CERT, working in conjunction with the Honeynet Project, had said that the vulnerability is being “actively exploited” by hackers – even though the security hole has been widely known about since November 2001.
CERT has re-posted an advisory note informing systems administrators of the flaw. The advisory suggests that they disable the affected service, or limit access to it, before installing a patch from Sun.
Researchers say they witnessed a “live” attack when an intruder broke into a Solaris server that was being closely watched – a technique used by the Honeynet Project to catch hackers red-handed “in the wild”.
The system was accessed by an intruder who installed a “back door” so that he could easily come back and log in at any time. A few days later, the hacker loaded a denial-of-service (DoS) tool in order to launch an attack on various online chat servers.

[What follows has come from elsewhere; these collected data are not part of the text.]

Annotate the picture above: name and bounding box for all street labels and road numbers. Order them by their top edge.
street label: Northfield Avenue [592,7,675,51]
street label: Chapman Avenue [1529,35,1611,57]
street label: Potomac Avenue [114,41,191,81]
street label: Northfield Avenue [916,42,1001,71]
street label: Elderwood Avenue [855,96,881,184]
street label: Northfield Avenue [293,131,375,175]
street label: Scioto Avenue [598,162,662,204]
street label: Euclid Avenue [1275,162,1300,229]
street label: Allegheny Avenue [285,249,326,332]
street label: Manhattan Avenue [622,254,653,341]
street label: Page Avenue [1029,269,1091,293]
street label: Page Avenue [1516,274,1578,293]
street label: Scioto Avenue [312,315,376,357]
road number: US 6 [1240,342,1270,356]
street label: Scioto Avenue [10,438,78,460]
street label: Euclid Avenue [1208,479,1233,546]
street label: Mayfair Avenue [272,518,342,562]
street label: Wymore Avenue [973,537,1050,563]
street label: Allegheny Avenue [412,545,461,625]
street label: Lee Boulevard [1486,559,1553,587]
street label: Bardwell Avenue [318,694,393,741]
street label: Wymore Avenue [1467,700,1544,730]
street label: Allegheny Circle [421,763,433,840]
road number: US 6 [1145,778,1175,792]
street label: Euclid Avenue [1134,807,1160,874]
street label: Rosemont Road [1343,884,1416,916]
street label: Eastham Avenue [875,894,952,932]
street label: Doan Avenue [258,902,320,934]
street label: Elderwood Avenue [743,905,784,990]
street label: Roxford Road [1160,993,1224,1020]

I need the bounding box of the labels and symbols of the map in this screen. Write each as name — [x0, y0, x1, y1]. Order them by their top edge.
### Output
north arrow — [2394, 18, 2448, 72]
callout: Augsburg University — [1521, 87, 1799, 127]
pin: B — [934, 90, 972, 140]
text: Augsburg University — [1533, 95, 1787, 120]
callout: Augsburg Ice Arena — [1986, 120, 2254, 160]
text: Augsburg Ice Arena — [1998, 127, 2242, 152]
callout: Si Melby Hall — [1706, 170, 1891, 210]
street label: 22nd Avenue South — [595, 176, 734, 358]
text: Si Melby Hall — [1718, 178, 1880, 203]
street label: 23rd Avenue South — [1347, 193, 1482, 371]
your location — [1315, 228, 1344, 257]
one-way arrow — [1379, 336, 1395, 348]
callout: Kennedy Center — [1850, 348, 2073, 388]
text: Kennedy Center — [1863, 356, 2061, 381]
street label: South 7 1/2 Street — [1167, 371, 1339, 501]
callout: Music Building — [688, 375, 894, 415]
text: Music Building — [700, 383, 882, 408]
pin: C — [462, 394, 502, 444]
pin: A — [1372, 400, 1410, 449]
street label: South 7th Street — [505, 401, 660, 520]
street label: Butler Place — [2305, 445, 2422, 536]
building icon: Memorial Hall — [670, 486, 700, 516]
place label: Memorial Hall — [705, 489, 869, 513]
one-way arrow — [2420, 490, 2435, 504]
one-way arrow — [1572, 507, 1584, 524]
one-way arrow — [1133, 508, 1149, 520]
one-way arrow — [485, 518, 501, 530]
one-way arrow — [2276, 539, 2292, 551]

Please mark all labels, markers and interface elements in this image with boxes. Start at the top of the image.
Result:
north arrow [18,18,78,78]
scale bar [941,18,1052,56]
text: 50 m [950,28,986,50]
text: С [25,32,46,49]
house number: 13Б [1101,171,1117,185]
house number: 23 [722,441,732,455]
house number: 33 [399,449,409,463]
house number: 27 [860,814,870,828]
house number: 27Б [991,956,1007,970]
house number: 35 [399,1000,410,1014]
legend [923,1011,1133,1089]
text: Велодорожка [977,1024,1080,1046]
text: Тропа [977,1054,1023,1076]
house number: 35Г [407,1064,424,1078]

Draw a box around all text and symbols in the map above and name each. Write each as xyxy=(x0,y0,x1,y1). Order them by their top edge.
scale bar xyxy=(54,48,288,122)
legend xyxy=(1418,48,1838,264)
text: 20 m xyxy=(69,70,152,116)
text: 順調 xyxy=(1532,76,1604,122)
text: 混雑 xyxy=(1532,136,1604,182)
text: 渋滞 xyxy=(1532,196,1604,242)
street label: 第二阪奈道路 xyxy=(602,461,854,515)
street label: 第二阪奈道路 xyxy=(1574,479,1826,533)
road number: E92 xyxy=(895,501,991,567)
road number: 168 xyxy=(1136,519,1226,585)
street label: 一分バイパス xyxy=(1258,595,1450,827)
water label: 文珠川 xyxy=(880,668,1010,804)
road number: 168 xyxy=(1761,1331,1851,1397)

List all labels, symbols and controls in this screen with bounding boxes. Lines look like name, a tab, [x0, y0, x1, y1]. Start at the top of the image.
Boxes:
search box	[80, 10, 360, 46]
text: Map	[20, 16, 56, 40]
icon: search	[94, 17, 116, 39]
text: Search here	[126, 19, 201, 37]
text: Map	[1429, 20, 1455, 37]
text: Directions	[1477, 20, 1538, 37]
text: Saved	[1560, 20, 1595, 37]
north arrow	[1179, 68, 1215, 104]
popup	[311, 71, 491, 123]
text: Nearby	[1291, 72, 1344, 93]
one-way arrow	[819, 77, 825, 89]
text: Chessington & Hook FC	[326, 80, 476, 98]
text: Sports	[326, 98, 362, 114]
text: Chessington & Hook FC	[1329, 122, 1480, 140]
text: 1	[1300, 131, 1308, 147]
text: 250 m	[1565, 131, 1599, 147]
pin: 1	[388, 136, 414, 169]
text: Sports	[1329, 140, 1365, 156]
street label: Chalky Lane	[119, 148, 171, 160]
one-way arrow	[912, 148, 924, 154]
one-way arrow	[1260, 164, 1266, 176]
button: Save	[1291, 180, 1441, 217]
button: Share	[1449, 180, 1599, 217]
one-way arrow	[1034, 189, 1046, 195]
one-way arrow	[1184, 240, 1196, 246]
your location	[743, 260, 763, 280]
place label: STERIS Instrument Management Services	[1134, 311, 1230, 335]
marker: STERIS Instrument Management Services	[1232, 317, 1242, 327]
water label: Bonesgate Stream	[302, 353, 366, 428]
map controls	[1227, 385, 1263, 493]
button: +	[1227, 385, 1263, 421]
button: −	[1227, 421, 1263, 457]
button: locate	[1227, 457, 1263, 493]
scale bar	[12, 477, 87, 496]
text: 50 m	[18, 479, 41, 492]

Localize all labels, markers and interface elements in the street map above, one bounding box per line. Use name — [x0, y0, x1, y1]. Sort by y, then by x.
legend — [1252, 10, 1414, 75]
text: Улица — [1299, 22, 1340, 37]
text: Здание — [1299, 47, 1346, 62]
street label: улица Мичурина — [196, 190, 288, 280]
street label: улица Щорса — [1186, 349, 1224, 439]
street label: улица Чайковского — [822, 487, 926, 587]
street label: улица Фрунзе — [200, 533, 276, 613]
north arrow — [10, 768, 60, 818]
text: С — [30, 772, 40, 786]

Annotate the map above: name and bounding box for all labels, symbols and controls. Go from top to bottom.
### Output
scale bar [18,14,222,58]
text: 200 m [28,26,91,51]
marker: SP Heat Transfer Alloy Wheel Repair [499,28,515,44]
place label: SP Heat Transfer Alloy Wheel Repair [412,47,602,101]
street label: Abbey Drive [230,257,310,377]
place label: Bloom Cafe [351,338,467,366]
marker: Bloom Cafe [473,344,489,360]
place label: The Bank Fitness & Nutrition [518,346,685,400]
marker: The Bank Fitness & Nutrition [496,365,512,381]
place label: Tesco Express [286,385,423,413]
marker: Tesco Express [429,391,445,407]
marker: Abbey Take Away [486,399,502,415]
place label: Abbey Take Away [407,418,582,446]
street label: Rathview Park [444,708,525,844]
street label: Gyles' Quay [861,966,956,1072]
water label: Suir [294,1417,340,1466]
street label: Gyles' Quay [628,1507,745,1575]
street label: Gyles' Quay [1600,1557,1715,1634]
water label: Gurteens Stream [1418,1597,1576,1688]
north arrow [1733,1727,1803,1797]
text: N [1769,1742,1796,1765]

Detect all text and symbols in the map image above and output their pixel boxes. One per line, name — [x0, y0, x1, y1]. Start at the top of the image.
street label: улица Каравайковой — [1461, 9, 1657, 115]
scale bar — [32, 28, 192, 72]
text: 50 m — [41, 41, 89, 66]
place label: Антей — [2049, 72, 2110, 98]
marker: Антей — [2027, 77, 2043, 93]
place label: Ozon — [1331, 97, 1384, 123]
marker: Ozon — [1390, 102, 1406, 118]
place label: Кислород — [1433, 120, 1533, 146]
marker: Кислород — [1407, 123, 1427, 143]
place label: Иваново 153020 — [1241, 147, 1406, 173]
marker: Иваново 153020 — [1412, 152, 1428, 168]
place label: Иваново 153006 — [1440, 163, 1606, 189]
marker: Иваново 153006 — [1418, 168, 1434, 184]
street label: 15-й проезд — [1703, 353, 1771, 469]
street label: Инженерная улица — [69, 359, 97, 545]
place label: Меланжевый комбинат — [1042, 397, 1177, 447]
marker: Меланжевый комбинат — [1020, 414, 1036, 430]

The aim of a DoS attack is to overload a computer system by sending it a stream of data, often from a variety of compromised systems, causing the target to crash and consequently become inaccessible.
The latest vulnerability lies in the Common Desktop Environment (CDE) graphical user interface (GUI), which is vulnerable to a “buffer overflow” attack. This affects the CDE Subprocess Control Service (or “dtspcd”). CERT has warned that, “a malicious client can manipulate data sent to dtspcd and cause a buffer overflow, potentially executing code with root privileges.”
Root privileges enable an attacker to take total control of the server.